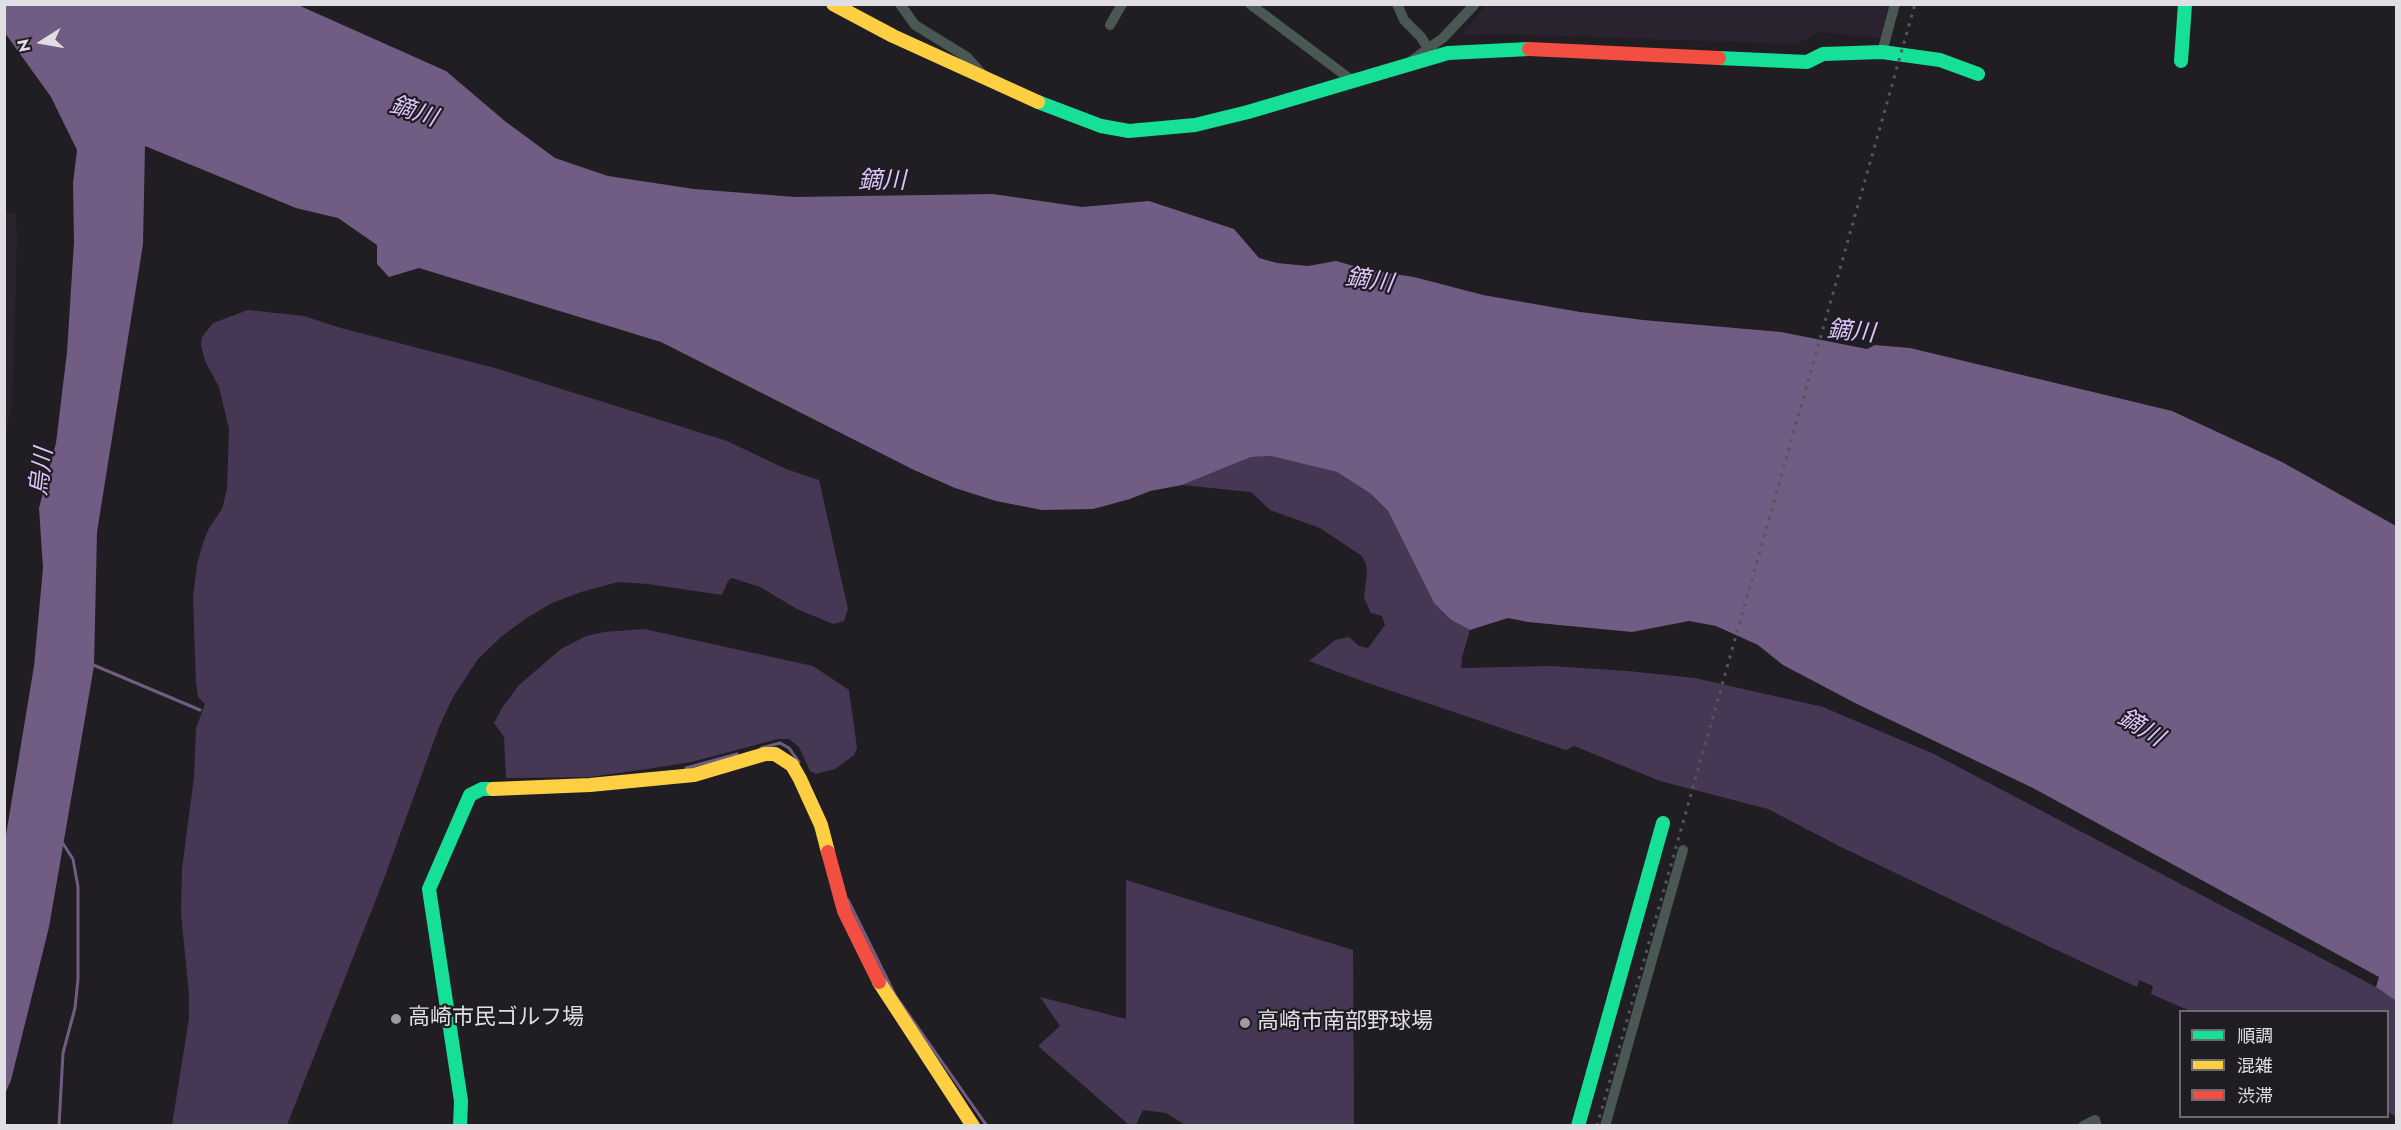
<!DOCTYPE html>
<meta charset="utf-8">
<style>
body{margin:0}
#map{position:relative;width:2401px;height:1130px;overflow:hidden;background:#201e22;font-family:Jost,"Noto Sans JP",sans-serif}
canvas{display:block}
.frame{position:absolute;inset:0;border:6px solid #e0dee3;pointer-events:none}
.legend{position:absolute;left:2179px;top:1010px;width:210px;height:108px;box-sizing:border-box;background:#201c24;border:2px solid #6d6a70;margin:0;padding:8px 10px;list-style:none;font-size:18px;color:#e0dee3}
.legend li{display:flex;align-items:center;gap:12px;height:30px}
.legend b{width:30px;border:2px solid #6d6a70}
.north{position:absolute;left:12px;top:12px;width:60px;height:60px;-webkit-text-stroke:4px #201c24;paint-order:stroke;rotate:259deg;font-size:16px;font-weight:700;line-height:24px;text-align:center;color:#e0dee3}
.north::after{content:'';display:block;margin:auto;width:21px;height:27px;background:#e0dee3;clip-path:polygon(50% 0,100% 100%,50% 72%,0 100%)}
</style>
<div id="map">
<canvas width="2401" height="1130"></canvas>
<div class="frame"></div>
<ul class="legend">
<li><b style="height:8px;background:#16e098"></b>順調</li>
<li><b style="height:8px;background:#ffcf43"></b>混雑</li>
<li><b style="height:8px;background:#f24e42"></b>渋滞</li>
</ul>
<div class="north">N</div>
</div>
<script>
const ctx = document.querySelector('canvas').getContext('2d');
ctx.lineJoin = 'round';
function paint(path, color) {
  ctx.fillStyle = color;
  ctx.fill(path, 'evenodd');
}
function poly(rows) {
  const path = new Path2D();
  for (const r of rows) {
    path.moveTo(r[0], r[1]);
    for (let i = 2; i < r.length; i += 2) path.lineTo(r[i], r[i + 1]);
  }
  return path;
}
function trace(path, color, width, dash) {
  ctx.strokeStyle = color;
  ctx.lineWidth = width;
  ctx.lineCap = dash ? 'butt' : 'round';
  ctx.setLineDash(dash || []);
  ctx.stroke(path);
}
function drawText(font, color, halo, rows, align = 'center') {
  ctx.font = font + ' Jost,"Noto Sans JP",sans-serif';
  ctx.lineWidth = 4.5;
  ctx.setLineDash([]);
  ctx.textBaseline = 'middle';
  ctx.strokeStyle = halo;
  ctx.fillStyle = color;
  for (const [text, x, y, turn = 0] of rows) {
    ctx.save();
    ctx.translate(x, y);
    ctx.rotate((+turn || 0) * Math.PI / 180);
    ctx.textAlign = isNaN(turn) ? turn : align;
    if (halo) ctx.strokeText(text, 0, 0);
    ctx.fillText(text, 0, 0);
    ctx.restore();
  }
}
const built = poly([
 [1486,5,1889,5,1880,38,1821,32,1795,44,1503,34,1461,35],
 [5,212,16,214,17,242,12,406,5,433]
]);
const green = poly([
 [248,310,304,316,341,328,495,368,727,441,786,469,819,480,848,609,844,621,833,624,797,609,760,587,732,578,728,581,722,595,648,584,618,582,581,592,552,603,525,619,501,637,478,659,453,697,439,727,382,884,287,1125,172,1125,189,1018,189,994,181,914,182,869,194,777,196,728,205,704,198,697,196,683,193,597,197,565,202,546,209,528,222,509,227,489,229,429,219,387,205,361,201,345,202,337,213,323],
 [1271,456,1337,472,1371,494,1388,511,1434,603,1451,620,1470,630,1462,657,1461,668,1550,666,1628,671,1695,678,1823,707,1934,754,2376,987,2396,1001,2396,1117,2388,1112,2388,1012,2190,1011,2151,994,2153,986,2139,980,2137,987,2063,953,1839,846,1768,809,1660,781,1574,746,1566,750,1362,681,1309,661,1335,640,1349,637,1359,646,1368,648,1385,625,1382,616,1371,613,1364,598,1367,574,1366,564,1362,556,1320,528,1270,510,1251,492,1182,485,1251,457],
 [644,629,813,666,849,690,857,748,854,755,835,769,816,774,810,771,799,747,789,739,778,739,691,762,654,768,590,777,506,778,504,737,494,723,502,708,519,685,561,649,586,636,604,632],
 [1126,880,1353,950,1354,1125,1185,1125,1166,1113,1143,1110,1136,1125,1129,1125,1038,1046,1060,1026,1040,997,1126,1019]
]);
const water = poly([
 [5,4,298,5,446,71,506,122,555,158,608,176,694,189,795,197,993,194,1082,207,1149,201,1234,229,1259,258,1277,263,1308,266,1336,261,1368,270,1414,277,1483,295,1580,312,1643,320,1781,332,1867,349,1875,345,1910,348,2172,411,2282,462,2396,526,2396,1001,2376,987,2379,977,2033,788,1857,704,1783,665,1758,645,1716,626,1689,621,1632,632,1528,622,1508,618,1470,630,1451,620,1434,603,1388,511,1371,494,1337,472,1271,456,1251,457,1182,485,1150,491,1130,499,1093,509,1042,510,996,501,955,488,914,470,661,342,419,268,389,277,377,264,377,245,338,218,296,208,145,146,143,244,97,532,94,666,49,927,11,1080,5,1094,5,841,34,666,43,568,39,508,56,443,67,352,74,242,73,183,77,150,51,97,5,33]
]);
const stream = poly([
 [91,664,200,710],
 [761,748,780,743,789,748,799,762],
 [686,768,737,754],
 [848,900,895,995,987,1126],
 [59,1126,63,1053,75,1008,78,979,78,887,73,859,62,842]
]);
const street = poly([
 [900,4,915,25,967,57,984,76],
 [1250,4,1354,82],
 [1397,4,1404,20,1421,37,1431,53],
 [1110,25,1122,4],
 [1882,52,1895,4],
 [1411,61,1443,38,1475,4],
 [1605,1126,1683,850],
 [2083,1126,2095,1120,2097,1126]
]);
const fast = poly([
 [1719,58,1807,62,1823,54,1882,52,1940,60,1978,74],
 [2181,61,2185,4],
 [1038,102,1101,126,1129,131,1195,125,1248,112,1448,53,1529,49],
 [460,1126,461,1101,429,889,470,795,482,789,493,789],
 [1578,1126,1663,823]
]);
const slow = poly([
 [833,4,893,36,1038,102],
 [493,789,590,785,694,775,765,754,775,754,792,765,800,779,821,825,828,852],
 [879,982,973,1126]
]);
const jam = poly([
 [1529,49,1719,58],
 [828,852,844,911,879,982]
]);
const rail = poly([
 [1597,1126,1915,4]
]);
const markers = [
 [396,1019,6,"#9d9b9f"],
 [1245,1023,6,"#9d9b9f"]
];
const poiNames = [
 ["高崎市民ゴルフ場",408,1019],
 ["高崎市南部野球場",1257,1023]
];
const waterNames = [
 ["鏑川",413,113,18],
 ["鏑川",882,182],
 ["鏑川",1369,282,8],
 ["鏑川",1851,333,5],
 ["烏川",43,472,-83],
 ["鏑川",2140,729,31]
];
paint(built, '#2a232f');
paint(green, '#463754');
paint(water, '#715c84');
trace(stream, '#715c84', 3);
trace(street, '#4b5752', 10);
trace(fast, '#16e098', 14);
trace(slow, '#ffcf43', 14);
trace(jam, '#f24e42', 14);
trace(rail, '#515957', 3, [3, 6]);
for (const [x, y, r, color] of markers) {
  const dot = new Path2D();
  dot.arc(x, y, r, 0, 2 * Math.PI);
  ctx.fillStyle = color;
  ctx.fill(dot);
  trace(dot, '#201c24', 2);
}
drawText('22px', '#e0dee3', '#201c24', poiNames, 'left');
drawText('italic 24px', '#dfc3fb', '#201c24', waterNames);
</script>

WHAT IS REQUIRED: Check every line above for the string "Math", and copy the ones that have it.

EXERCISE ANSWER:
    ctx.rotate((+turn || 0) * Math.PI / 180);
  dot.arc(x, y, r, 0, 2 * Math.PI);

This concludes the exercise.